On Thu, 12 Feb 2015 17:21:50 +0100, Warren Young <w...@etr-usa.com> wrote:
On Feb 11, 2015, at 7:23 AM, Richard Hipp <d...@sqlite.org> wrote:
On 2/11/15, j. van den hoff <veedeeh...@googlemail.com> wrote:
whatever the reason, the netbsd example (a worst case scenario, really)
would suggest to chose 12 instead of 10 as the future default length
to avoid collisions these next some hundred years.
Maybe the default prefix lengths should auto-adjust depending on the
number of artifacts in the repository?
That could work.
If you rearrange the square approximation formula from the Wikipedia
article to solve for m, then take the base-2 log of that to get bits,
then divide by 4 to get bits per nibble (i.e. hex digits), you get:
d = log2(n^2 / 2p) / 4
That is to say, it gives you the number of digits d required to achieve
a given chance of collision p in a hash set size n.
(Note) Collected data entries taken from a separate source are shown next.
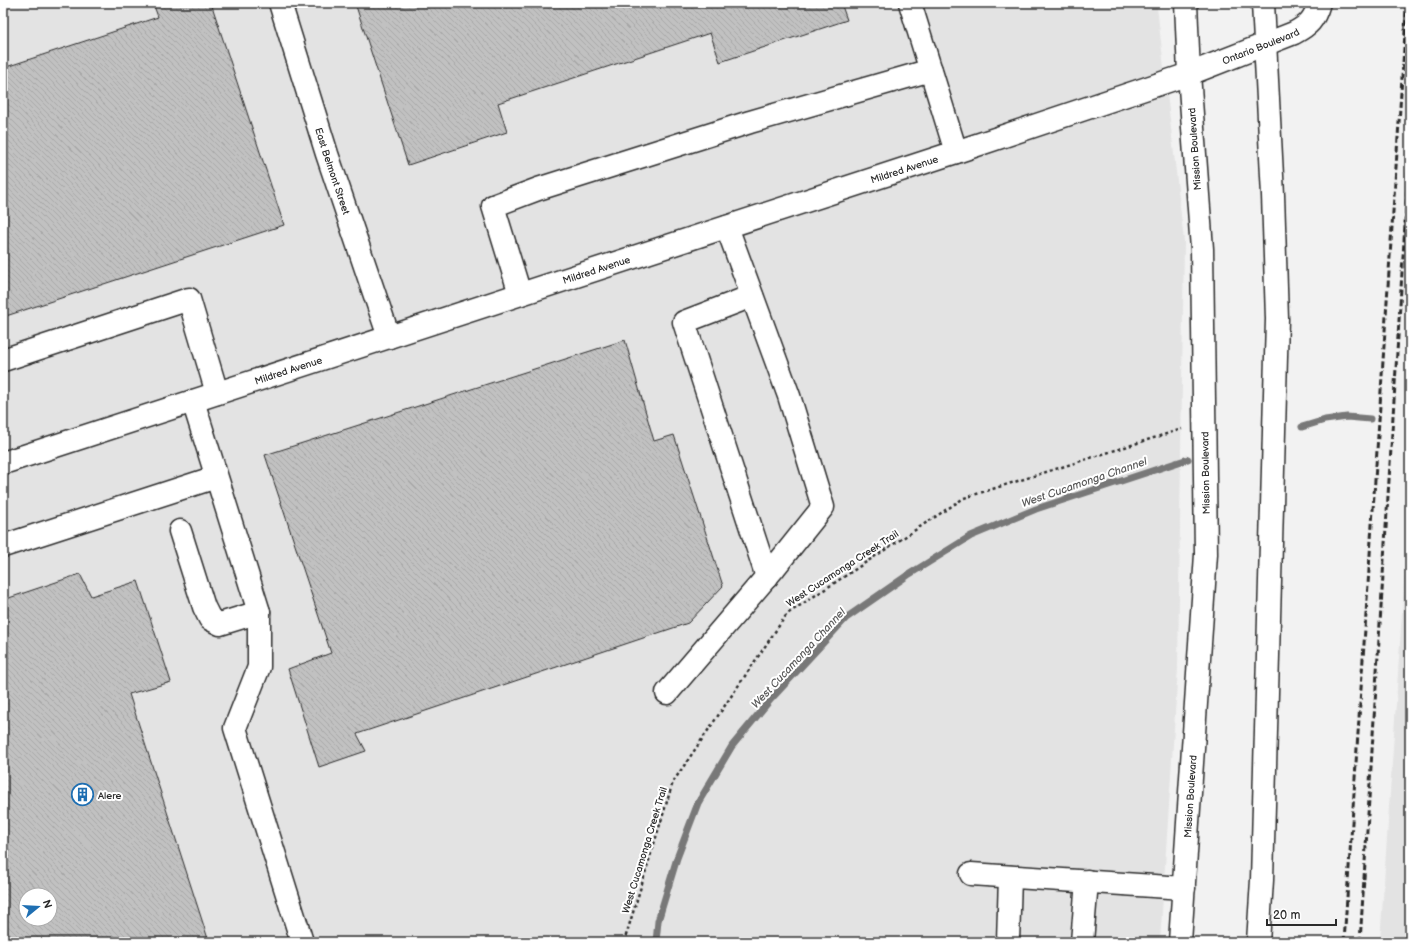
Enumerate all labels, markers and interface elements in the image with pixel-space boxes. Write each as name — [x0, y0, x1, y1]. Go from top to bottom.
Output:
street label: Ontario Boulevard — [1221, 26, 1302, 67]
street label: Mission Boulevard — [1186, 107, 1204, 191]
street label: East Belmont Street — [312, 126, 352, 216]
street label: Mildred Avenue — [869, 153, 940, 186]
street label: Mildred Avenue — [561, 254, 632, 287]
street label: Mildred Avenue — [253, 354, 324, 387]
street label: Mission Boulevard — [1199, 431, 1213, 514]
water label: West Cucamonga Channel — [1020, 455, 1149, 510]
street label: West Cucamonga Creek Trail — [784, 528, 901, 610]
water label: West Cucamonga Channel — [749, 605, 848, 711]
street label: Mission Boulevard — [1182, 754, 1200, 838]
building icon: Alere — [69, 782, 95, 808]
street label: West Cucamonga Creek Trail — [620, 786, 670, 915]
place label: Alere — [98, 790, 122, 802]
north arrow — [18, 887, 58, 927]
text: N — [40, 898, 54, 910]
scale bar — [1267, 901, 1336, 927]
text: 20 m — [1273, 908, 1300, 923]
So for my 97,000 hash repo, we need 13 digits to approach p=1e-6.
I suggest making the p value configurable, with a reasonable default.
1e-6 sounds good to me.
this would probably have to be done via `fossil set'. if it is made to be
user-configurable at all (which
I would welcome) it sounds simpler to me to just provide the
user with the ability to change the number of digits, i.e. something like
a new option
`fossil set hash-prefix-length'
so one can stay with the default of 10 until a real need for changing it
occurs.
what I mean: it makes more sense to me to just wait (using the 10 digits)
until the first collision
causes a hickup (which might be much later than creation of the collision
in the repo:
netbsd currently has 4 10 digits collisions -- but how often have they
been triggered? probably never, since
you would have to actually to pick one of those 8 artifacts from the 2e6
artifacts for the intended action (say a `cat')).
if the user notices a collision, he can _then_ increment his setting by 1
or 2 digits or whatever he sees fit.
making the probability threshold user settable instead seems less
convenient since it is just
a statistical measure and it is counterintuitive in the sense that it
tells you something about
chance of occurence rather than chance of hitting the collision.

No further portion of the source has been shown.